■ Exercise description:
Your task is to copy each line of the records that includes the string "linecap".

■ Exercise materials:

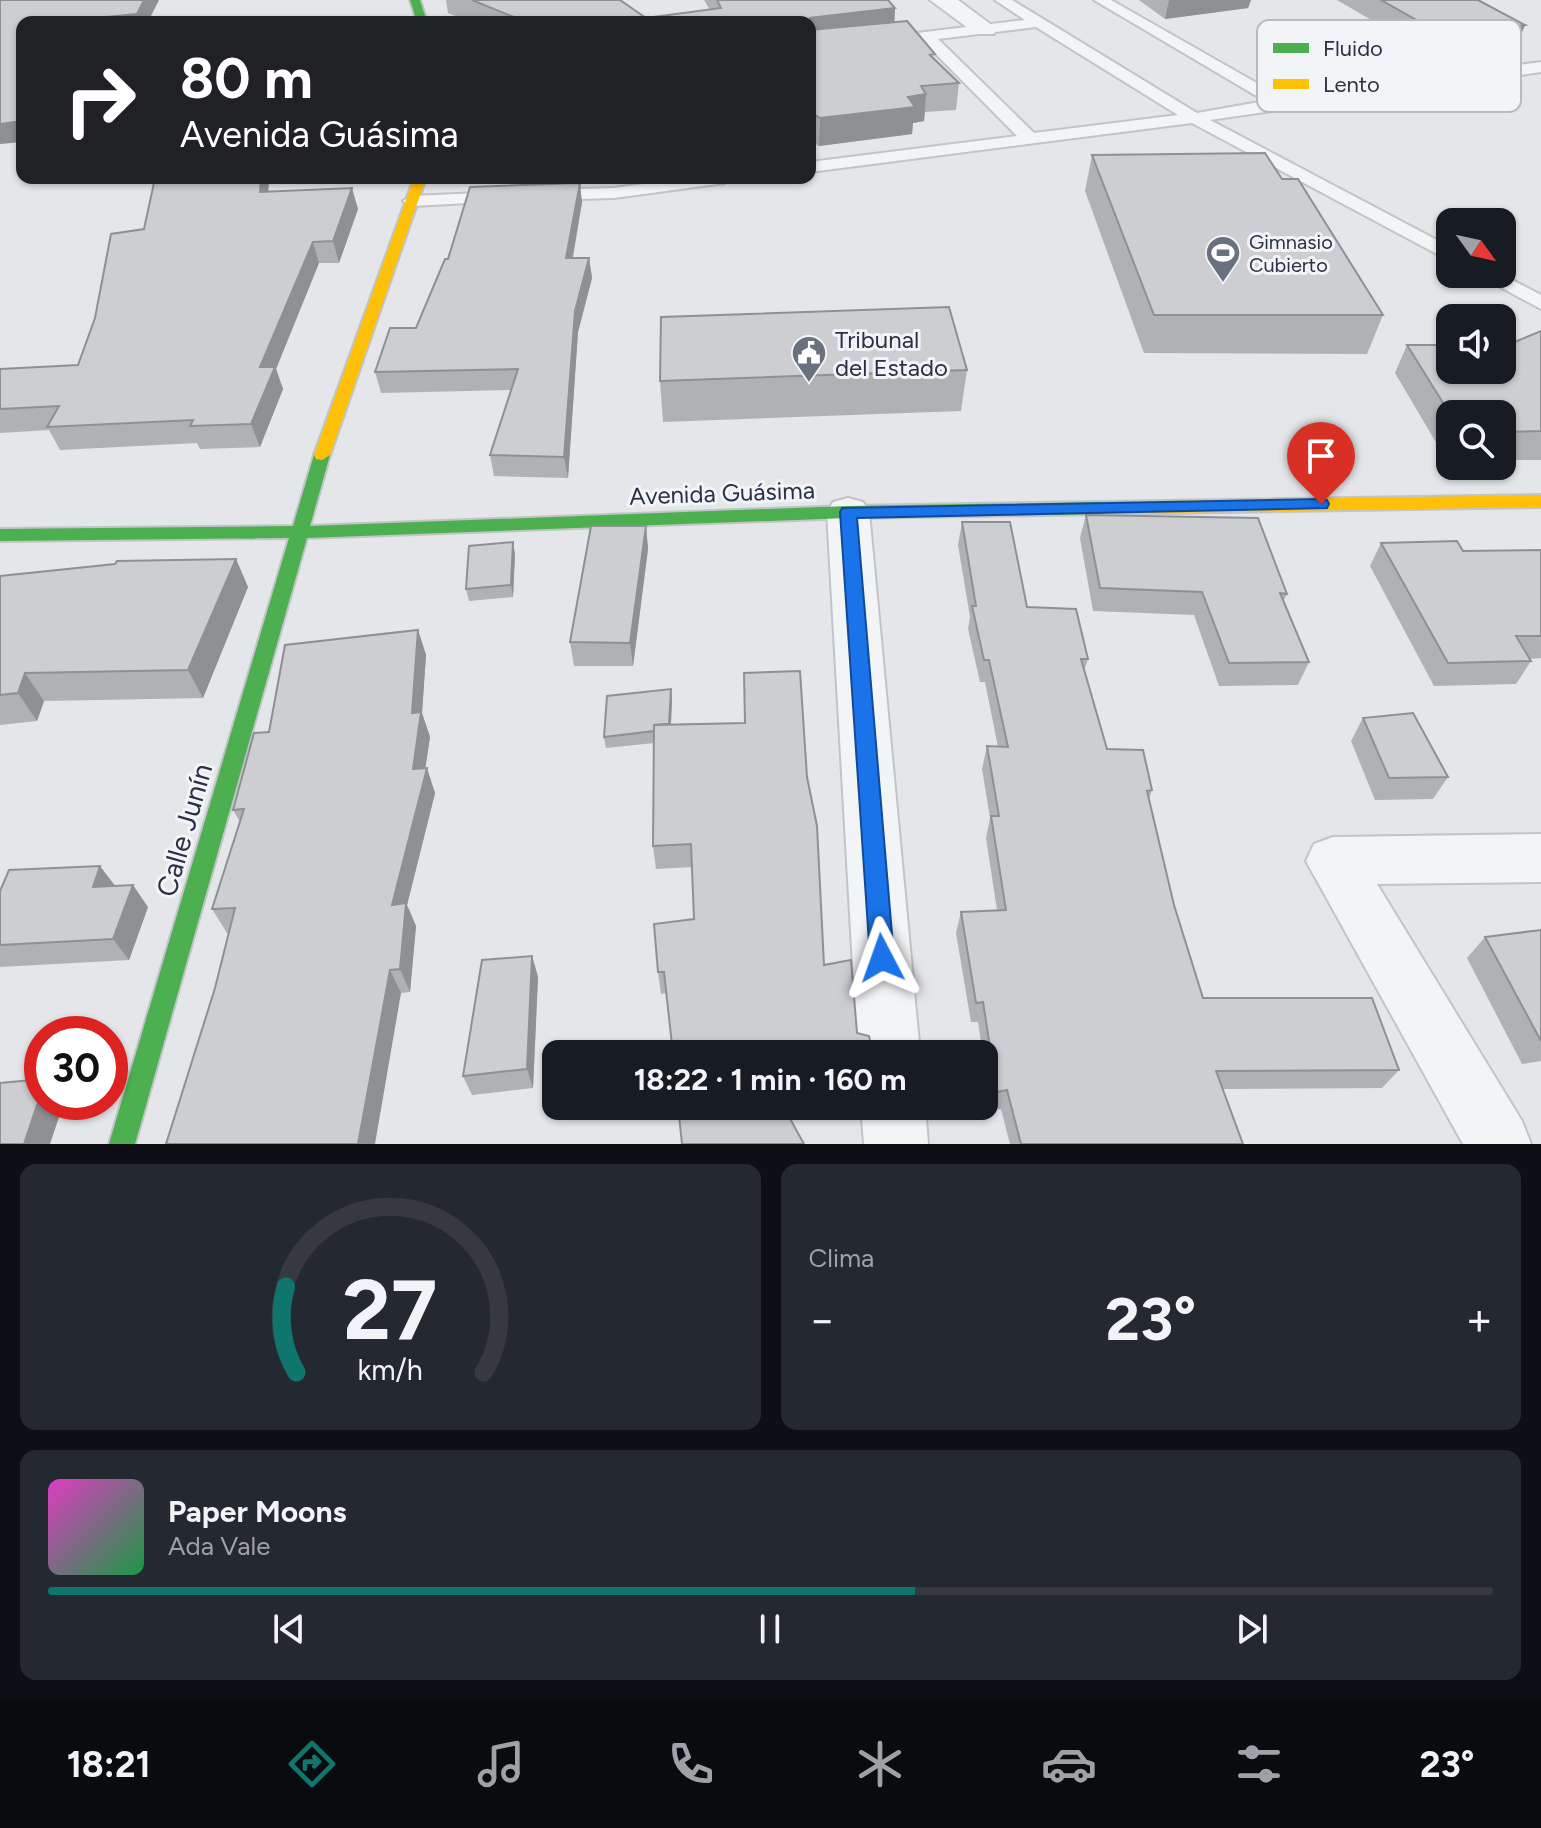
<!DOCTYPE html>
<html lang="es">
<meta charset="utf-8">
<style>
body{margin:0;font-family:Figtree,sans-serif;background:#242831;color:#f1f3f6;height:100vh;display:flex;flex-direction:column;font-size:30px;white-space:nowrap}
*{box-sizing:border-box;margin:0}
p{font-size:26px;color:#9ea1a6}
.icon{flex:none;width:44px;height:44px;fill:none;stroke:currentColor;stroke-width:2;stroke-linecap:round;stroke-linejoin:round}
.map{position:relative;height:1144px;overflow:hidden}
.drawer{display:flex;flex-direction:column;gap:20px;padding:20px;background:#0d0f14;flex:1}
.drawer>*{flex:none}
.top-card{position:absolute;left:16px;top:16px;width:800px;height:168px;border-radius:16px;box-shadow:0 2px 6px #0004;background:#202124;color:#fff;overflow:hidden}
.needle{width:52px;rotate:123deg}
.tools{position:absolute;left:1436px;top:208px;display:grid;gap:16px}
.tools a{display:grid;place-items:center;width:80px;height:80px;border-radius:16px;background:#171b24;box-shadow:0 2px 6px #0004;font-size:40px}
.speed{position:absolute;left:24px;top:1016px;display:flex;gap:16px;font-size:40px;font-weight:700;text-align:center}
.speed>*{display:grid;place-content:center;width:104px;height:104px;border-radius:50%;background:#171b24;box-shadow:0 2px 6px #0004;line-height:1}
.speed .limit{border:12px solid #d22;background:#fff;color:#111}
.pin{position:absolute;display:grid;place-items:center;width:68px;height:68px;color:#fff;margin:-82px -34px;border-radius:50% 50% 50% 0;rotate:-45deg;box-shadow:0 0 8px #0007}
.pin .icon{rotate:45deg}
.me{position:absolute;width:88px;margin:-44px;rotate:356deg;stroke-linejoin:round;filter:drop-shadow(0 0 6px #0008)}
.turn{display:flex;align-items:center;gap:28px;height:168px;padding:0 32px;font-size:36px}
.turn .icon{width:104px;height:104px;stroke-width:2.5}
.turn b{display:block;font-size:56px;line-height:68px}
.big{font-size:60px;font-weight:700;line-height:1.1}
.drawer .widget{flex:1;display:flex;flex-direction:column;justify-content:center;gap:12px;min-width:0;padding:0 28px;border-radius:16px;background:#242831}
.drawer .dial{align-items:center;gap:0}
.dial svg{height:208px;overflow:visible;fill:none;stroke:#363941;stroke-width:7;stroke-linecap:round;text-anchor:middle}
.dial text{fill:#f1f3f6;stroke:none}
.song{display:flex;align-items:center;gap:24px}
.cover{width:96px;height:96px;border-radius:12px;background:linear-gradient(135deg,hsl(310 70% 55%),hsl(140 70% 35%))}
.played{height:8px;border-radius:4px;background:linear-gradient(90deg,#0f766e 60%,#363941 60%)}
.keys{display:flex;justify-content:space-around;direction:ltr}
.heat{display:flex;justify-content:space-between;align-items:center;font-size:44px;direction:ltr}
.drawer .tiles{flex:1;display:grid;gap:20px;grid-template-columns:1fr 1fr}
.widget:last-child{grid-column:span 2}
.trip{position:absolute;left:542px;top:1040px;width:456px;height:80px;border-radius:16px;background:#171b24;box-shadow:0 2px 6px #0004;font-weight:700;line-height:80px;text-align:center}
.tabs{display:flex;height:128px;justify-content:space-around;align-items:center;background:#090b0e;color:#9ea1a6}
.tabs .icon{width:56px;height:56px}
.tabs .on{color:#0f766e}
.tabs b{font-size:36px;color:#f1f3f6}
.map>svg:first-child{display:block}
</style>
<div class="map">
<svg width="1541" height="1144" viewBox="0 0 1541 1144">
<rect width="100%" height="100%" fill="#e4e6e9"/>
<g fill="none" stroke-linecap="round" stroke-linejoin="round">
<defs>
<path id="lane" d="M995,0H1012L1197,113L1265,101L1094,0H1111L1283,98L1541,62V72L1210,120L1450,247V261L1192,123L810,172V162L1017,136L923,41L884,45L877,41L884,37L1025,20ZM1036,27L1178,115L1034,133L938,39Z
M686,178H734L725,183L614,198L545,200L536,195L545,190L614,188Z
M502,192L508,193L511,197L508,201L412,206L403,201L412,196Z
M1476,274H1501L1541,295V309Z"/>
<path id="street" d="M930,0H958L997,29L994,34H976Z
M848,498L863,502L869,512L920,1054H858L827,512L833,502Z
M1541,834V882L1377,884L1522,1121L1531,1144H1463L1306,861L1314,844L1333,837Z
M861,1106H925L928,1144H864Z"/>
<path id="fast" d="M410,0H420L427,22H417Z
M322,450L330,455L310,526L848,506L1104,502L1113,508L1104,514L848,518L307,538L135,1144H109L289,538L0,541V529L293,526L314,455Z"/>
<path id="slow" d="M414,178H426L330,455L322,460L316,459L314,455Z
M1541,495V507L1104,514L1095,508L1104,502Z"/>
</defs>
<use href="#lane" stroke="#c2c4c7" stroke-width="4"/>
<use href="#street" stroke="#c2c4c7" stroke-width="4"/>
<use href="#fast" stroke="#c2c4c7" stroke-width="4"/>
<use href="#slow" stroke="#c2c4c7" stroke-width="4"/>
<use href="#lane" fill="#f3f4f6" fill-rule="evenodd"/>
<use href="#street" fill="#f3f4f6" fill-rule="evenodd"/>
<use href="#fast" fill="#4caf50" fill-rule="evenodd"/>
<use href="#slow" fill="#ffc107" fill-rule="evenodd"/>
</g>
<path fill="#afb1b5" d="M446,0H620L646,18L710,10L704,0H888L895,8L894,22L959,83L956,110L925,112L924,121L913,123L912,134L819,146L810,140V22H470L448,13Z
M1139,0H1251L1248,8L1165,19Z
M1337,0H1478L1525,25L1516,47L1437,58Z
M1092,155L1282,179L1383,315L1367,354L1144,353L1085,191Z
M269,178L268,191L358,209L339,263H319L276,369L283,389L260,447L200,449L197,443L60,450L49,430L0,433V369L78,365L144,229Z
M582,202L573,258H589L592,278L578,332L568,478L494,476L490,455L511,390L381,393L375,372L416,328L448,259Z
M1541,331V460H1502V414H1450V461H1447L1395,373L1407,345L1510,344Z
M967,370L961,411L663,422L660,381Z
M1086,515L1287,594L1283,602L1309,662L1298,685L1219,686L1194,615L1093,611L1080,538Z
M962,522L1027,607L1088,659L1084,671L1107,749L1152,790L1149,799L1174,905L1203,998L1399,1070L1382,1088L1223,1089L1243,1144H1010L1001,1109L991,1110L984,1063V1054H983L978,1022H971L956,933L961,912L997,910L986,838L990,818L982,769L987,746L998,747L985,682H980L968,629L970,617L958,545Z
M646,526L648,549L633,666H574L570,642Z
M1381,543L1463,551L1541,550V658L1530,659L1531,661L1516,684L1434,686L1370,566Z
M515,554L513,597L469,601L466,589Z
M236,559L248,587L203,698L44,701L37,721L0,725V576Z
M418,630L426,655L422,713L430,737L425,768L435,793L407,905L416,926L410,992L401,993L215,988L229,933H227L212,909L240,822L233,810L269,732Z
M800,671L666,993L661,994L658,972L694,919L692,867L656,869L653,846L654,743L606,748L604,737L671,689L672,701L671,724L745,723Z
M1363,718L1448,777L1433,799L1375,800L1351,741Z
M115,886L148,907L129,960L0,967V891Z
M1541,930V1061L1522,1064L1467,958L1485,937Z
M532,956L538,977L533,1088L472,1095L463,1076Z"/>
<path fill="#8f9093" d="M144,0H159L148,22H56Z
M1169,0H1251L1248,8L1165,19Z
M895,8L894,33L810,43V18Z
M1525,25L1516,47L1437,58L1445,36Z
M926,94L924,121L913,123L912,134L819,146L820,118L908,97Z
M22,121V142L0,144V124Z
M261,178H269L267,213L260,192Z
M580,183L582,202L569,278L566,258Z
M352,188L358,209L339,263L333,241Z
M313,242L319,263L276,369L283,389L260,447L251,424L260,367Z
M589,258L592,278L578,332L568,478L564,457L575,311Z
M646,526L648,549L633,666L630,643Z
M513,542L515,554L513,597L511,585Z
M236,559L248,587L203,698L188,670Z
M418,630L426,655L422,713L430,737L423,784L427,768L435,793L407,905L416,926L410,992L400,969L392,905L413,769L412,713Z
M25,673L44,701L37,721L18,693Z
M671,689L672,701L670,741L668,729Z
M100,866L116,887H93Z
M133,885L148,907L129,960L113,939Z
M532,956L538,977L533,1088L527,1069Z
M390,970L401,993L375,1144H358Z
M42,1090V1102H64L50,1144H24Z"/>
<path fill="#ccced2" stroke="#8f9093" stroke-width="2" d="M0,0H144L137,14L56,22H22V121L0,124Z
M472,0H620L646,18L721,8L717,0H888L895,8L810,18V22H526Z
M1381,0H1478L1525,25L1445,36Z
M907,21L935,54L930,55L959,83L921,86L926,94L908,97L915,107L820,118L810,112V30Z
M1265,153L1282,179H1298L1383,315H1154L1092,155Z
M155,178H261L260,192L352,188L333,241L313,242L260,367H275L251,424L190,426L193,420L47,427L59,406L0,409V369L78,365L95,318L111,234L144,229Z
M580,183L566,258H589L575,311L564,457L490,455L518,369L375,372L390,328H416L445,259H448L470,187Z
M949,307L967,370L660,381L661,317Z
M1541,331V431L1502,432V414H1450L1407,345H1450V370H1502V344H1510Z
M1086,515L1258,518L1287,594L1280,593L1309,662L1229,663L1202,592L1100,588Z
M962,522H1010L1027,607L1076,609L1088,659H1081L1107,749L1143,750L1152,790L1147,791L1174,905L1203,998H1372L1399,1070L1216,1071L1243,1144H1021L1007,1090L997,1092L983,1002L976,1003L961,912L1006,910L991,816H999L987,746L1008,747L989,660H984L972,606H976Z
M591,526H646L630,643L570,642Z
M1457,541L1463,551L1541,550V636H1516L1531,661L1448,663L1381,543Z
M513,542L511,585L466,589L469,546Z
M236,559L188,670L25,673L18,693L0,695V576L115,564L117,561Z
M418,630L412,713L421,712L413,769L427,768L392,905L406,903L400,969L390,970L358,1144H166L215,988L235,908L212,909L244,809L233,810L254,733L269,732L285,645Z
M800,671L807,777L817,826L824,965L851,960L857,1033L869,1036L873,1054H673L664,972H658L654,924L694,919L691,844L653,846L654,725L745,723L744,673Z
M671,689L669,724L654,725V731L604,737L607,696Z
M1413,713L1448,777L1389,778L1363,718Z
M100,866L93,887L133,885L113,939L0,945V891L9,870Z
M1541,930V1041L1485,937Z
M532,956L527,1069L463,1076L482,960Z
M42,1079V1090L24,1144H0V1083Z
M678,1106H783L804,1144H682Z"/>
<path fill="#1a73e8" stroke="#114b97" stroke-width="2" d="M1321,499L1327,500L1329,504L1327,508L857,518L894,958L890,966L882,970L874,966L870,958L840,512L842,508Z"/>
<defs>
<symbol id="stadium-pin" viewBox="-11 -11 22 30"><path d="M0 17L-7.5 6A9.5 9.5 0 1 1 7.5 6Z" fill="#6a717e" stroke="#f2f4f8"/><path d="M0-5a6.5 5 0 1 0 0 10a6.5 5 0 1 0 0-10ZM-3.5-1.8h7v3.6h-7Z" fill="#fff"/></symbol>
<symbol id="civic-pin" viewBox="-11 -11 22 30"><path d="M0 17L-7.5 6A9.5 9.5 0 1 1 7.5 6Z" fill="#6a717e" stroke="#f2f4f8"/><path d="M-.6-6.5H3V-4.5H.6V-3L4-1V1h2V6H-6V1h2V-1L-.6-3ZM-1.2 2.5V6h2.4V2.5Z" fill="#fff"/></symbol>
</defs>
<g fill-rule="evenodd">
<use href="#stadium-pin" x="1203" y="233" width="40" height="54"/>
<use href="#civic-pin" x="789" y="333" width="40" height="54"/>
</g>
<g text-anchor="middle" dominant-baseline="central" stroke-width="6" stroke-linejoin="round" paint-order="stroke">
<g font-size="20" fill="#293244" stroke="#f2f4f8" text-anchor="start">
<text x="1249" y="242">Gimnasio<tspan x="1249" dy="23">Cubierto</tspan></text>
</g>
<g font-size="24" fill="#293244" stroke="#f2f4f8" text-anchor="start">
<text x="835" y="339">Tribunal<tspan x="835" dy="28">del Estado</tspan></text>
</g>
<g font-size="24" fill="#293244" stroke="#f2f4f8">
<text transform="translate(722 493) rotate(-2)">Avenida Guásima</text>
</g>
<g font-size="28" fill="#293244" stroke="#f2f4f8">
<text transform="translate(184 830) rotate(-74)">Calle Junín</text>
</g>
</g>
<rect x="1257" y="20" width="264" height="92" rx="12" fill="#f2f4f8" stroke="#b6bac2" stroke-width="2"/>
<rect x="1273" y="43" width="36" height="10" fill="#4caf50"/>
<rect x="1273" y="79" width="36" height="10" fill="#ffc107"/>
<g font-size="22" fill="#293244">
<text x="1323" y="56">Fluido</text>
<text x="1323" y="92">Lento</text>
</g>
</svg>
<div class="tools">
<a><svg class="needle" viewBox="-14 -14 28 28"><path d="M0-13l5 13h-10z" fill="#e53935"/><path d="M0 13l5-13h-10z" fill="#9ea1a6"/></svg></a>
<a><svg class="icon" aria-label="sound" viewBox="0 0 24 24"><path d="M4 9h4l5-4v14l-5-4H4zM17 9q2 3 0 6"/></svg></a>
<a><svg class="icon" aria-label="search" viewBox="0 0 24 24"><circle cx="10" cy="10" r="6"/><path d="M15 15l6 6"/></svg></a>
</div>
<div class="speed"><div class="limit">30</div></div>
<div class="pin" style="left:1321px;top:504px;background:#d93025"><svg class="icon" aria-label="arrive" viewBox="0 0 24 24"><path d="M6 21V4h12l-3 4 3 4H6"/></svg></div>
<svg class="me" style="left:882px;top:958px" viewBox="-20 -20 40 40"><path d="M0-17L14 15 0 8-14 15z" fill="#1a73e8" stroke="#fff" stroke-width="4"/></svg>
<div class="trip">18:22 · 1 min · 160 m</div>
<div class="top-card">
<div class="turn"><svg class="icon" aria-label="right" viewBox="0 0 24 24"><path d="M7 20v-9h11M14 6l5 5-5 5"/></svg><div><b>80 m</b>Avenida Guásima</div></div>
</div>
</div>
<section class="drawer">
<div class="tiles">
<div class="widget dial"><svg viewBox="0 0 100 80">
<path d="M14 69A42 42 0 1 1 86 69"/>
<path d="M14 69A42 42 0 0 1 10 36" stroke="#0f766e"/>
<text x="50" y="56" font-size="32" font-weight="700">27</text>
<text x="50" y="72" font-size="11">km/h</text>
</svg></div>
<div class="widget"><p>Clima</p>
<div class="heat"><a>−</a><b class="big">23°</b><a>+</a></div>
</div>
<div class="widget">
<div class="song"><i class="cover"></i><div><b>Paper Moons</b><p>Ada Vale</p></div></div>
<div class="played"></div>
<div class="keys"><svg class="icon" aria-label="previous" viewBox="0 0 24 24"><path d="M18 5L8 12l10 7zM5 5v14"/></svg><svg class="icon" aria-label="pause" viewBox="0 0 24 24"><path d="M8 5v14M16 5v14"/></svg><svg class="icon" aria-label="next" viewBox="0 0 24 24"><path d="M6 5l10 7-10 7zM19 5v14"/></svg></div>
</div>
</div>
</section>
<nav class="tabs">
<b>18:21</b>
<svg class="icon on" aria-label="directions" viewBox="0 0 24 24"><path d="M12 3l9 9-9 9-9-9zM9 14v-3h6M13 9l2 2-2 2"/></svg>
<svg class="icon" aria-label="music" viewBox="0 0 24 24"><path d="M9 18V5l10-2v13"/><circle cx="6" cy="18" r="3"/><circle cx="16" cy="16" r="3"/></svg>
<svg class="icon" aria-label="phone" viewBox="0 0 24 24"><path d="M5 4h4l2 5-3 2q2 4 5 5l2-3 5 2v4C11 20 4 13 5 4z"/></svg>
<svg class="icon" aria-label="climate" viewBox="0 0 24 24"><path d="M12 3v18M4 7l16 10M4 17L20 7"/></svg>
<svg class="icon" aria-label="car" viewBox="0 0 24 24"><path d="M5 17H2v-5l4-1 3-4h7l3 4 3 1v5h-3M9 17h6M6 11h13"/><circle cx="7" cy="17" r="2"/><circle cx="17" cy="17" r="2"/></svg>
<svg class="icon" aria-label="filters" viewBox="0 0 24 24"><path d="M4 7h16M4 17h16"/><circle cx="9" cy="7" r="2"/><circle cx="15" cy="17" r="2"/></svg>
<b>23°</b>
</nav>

■ Response to this task:
.icon{flex:none;width:44px;height:44px;fill:none;stroke:currentColor;stroke-width:2;stroke-linecap:round;stroke-linejoin:round}
.dial svg{height:208px;overflow:visible;fill:none;stroke:#363941;stroke-width:7;stroke-linecap:round;text-anchor:middle}
<g fill="none" stroke-linecap="round" stroke-linejoin="round">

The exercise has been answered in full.